Firemen’s Memorial Park, 1459 Flanders Road
Built from two pieces of Ground Zero steel brought to the East End and installed in time to be dedicated on the 10th anniversary of 9/11 in 2011, this monument stands as a direct representation of the twin towers as they stood before terrorists knocked them down. A brass plaque set in stone beneath the beams says the memorial is in memory of the people who lost their lives on September 11, 2001, noting, “We will always remember” with the year it was constructed, 2011.
9/11 Memorial Park, Sound Avenue and Park Road
Conceived as a place for quiet contemplation, this 4.1-acre site was the longtime dream of Bob Kelly, brother of Thomas Kelly, a 38-year-old Riverhead local from Reeves Park who died along with six other members of FDNY Engine 219, Ladder 105 doing his job on 9/11. The park and memorial garden has stately benches and brick paths, with light bricks among the red spelling out the date 9•11•01. A large stone carries a brass plaque honoring the day.
Corner of Edwards Avenue and Riley Avenue
Designed by local resident Hal Lindstrom, this memorial site features two circles of brick, concrete and stone, each representing one of the fallen twin towers, as well as a large chunk of granite with a plaque dedicated to the dead.
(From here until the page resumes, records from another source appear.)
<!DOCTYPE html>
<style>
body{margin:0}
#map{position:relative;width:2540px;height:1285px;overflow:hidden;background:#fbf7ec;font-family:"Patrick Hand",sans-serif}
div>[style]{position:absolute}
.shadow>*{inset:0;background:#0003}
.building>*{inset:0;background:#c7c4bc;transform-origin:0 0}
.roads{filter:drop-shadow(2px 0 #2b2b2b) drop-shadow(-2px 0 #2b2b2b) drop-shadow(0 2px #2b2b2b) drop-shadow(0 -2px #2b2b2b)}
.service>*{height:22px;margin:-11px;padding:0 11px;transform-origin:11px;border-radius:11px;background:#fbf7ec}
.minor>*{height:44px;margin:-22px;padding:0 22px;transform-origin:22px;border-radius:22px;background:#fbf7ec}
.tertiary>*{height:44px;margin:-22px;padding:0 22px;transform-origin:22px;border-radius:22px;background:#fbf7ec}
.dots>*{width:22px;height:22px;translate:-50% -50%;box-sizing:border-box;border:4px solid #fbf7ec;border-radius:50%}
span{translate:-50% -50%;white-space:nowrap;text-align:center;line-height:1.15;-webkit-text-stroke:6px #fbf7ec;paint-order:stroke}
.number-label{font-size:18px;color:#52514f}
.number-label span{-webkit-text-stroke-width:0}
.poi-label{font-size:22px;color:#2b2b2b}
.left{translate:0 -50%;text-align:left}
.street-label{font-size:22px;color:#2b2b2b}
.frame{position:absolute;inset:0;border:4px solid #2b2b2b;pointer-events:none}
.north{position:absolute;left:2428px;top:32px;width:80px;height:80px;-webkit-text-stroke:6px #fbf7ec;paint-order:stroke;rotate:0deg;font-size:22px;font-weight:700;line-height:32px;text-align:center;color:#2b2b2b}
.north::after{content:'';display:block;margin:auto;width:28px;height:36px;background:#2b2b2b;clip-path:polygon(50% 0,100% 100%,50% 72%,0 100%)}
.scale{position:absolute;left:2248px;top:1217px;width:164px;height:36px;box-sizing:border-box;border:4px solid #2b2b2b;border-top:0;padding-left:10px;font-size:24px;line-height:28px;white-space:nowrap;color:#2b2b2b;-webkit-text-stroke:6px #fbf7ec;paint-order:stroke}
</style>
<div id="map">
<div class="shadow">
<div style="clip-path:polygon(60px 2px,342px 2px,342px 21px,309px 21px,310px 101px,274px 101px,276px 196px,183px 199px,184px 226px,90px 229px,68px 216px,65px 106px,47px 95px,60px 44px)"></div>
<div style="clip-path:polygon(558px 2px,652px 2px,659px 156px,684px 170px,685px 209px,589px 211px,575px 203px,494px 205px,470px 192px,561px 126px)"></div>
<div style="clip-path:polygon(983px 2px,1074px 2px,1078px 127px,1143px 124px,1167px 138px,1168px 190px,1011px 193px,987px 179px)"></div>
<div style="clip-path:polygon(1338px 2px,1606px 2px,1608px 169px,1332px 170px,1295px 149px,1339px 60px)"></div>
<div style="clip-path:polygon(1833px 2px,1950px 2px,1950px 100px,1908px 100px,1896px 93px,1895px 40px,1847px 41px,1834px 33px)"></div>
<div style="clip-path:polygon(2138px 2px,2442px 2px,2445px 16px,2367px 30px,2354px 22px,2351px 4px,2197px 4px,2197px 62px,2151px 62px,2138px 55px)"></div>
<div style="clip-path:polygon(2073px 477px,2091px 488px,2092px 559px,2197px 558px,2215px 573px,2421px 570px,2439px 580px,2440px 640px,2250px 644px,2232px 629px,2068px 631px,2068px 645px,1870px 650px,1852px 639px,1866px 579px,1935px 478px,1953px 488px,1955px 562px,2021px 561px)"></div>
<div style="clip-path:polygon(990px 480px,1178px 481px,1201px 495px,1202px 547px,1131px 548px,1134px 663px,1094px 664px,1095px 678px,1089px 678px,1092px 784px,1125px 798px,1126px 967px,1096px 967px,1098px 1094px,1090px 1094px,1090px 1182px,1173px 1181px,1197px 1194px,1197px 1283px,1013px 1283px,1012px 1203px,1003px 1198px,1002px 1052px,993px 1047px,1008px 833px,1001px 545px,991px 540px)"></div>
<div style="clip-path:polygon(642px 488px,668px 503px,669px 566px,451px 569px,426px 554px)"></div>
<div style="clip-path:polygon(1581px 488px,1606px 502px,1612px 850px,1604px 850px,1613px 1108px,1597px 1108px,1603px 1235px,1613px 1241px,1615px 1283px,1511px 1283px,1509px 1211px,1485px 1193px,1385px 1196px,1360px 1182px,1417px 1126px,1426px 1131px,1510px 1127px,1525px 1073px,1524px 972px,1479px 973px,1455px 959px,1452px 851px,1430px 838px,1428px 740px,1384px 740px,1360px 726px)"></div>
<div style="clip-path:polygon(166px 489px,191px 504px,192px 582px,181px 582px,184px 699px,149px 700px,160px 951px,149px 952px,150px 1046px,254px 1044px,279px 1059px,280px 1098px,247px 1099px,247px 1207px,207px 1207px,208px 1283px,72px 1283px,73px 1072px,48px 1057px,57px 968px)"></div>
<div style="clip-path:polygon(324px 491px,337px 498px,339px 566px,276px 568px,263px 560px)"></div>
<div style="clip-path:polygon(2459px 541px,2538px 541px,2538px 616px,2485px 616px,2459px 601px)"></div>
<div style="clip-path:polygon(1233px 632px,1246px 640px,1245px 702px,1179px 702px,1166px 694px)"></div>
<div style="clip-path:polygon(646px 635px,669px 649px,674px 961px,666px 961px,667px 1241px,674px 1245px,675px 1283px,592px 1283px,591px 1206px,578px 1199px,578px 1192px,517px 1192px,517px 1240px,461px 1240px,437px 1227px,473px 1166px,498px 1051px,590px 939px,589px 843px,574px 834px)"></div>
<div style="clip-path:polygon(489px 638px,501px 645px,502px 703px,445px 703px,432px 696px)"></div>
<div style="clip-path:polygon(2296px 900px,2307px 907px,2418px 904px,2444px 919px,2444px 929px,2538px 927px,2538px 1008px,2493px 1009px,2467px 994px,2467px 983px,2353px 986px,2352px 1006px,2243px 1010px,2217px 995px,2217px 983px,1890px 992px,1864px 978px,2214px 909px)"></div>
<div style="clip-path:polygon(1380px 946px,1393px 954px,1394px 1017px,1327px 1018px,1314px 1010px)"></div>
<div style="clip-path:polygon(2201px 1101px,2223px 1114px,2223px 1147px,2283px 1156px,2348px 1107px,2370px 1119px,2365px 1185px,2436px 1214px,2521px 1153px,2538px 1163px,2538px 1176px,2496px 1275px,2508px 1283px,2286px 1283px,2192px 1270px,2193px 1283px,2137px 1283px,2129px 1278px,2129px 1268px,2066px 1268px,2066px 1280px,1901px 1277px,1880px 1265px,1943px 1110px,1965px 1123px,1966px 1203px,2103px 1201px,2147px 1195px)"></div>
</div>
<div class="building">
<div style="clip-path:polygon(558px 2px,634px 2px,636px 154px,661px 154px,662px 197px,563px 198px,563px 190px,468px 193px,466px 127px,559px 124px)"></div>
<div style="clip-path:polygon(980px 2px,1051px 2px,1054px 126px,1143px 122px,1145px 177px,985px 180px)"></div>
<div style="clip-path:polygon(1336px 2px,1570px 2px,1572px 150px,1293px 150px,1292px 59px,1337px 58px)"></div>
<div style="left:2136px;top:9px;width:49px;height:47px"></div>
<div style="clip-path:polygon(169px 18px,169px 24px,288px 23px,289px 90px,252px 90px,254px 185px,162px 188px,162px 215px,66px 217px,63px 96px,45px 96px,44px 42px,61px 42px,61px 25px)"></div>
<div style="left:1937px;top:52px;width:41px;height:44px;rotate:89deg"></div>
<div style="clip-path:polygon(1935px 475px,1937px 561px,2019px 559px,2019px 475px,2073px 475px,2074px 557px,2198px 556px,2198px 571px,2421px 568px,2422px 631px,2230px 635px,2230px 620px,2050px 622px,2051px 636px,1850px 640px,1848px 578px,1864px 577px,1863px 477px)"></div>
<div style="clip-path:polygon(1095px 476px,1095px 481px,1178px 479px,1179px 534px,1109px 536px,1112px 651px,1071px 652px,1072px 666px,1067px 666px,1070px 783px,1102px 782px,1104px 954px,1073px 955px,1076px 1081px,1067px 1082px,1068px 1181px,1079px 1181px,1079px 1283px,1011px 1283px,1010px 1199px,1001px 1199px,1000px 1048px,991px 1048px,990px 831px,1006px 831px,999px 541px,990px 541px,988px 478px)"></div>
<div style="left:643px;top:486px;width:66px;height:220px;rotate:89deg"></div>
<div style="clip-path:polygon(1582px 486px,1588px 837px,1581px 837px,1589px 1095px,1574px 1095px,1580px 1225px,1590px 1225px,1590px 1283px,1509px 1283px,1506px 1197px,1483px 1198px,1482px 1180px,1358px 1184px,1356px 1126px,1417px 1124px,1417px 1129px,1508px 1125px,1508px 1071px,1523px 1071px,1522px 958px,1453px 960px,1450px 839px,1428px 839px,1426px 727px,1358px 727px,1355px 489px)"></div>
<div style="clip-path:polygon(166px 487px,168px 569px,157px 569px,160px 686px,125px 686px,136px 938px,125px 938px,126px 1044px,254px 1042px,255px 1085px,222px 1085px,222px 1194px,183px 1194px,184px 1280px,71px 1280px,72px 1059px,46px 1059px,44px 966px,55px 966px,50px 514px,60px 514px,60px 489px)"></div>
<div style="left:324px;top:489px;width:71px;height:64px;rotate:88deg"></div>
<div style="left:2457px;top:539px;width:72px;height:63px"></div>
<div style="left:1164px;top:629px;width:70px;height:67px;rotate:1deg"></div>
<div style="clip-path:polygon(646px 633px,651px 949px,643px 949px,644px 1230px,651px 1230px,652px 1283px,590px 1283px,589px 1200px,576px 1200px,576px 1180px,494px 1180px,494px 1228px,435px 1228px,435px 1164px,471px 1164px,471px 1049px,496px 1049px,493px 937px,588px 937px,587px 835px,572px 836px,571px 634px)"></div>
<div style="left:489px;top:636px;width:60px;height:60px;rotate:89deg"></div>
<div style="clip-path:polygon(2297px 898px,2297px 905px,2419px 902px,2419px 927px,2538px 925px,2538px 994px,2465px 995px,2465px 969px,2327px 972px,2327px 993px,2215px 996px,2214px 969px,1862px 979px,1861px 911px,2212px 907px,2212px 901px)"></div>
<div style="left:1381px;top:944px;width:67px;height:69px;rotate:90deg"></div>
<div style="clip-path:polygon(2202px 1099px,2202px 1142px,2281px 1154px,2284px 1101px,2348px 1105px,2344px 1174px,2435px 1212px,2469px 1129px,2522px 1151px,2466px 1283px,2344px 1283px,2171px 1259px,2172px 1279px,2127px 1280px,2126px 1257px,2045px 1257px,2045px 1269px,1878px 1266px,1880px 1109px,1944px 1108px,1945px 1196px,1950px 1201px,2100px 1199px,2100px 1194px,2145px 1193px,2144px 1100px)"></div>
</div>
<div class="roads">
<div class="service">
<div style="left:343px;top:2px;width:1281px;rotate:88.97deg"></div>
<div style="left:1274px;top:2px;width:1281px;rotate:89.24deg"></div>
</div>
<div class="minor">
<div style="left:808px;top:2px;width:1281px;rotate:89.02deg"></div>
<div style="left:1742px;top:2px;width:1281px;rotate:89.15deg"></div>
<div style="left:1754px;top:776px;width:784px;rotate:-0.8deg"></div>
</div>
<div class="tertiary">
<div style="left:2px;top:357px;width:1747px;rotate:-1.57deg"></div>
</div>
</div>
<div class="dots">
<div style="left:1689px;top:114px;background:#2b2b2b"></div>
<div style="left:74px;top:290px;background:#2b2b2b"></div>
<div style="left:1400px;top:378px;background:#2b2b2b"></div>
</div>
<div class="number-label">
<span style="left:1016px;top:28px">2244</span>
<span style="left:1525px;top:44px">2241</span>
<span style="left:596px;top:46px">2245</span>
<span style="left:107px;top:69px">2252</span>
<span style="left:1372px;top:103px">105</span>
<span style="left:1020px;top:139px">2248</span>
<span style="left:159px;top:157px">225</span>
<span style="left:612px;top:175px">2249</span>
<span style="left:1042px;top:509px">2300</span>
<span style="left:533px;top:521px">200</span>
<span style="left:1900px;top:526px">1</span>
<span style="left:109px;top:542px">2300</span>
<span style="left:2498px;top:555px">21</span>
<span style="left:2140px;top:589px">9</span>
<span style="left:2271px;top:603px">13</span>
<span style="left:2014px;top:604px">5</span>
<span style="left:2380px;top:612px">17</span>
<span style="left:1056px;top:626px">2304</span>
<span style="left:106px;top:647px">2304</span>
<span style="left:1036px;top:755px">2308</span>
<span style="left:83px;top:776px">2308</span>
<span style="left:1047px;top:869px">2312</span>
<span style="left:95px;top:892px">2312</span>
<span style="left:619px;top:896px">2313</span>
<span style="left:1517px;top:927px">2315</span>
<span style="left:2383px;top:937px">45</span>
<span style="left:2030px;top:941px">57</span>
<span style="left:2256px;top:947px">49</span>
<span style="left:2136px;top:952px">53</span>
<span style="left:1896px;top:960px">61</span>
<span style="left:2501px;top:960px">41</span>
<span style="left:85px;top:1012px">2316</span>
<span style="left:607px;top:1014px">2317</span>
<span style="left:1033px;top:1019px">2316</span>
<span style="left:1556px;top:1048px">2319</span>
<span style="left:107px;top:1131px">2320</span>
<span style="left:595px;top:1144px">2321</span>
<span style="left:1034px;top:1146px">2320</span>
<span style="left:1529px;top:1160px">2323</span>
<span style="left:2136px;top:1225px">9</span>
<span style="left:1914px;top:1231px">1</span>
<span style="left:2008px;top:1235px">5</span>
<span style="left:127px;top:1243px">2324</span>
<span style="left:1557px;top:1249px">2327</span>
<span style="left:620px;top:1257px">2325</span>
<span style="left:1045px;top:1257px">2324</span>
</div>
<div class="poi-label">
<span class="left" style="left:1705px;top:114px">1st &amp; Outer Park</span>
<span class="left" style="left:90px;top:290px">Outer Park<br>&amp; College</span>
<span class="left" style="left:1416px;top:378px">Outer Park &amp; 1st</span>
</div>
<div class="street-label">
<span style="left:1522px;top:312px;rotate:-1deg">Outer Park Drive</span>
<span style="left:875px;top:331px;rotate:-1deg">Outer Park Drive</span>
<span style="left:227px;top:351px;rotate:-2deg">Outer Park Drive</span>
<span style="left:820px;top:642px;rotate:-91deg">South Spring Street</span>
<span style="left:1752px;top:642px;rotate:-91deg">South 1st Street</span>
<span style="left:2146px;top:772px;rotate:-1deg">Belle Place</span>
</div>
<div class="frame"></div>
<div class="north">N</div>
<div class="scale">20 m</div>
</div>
A piece of recovered steel is also at the well-manicured site, along with photographs of people lost in the attacks.
Jean Cochran Park, Peconic Lane, Peconic
Perhaps the most awe-inspiring of the East End 9/11 monuments, Southold Fire Department’s Firefighters Memorial is a towering structure built with steel beams from the World Trade Center’s 33rd floor. A stunning wire osprey sculpture, “Morning Call” by artist Roberto Julio Bessin, which was first located in Greenport, stands atop the beams, its wings outstretched in a glorious, hopeful pose. The site includes a sitting wall listing local fire departments and a plaque with the names of fallen firefighters. It’s a sight to behold.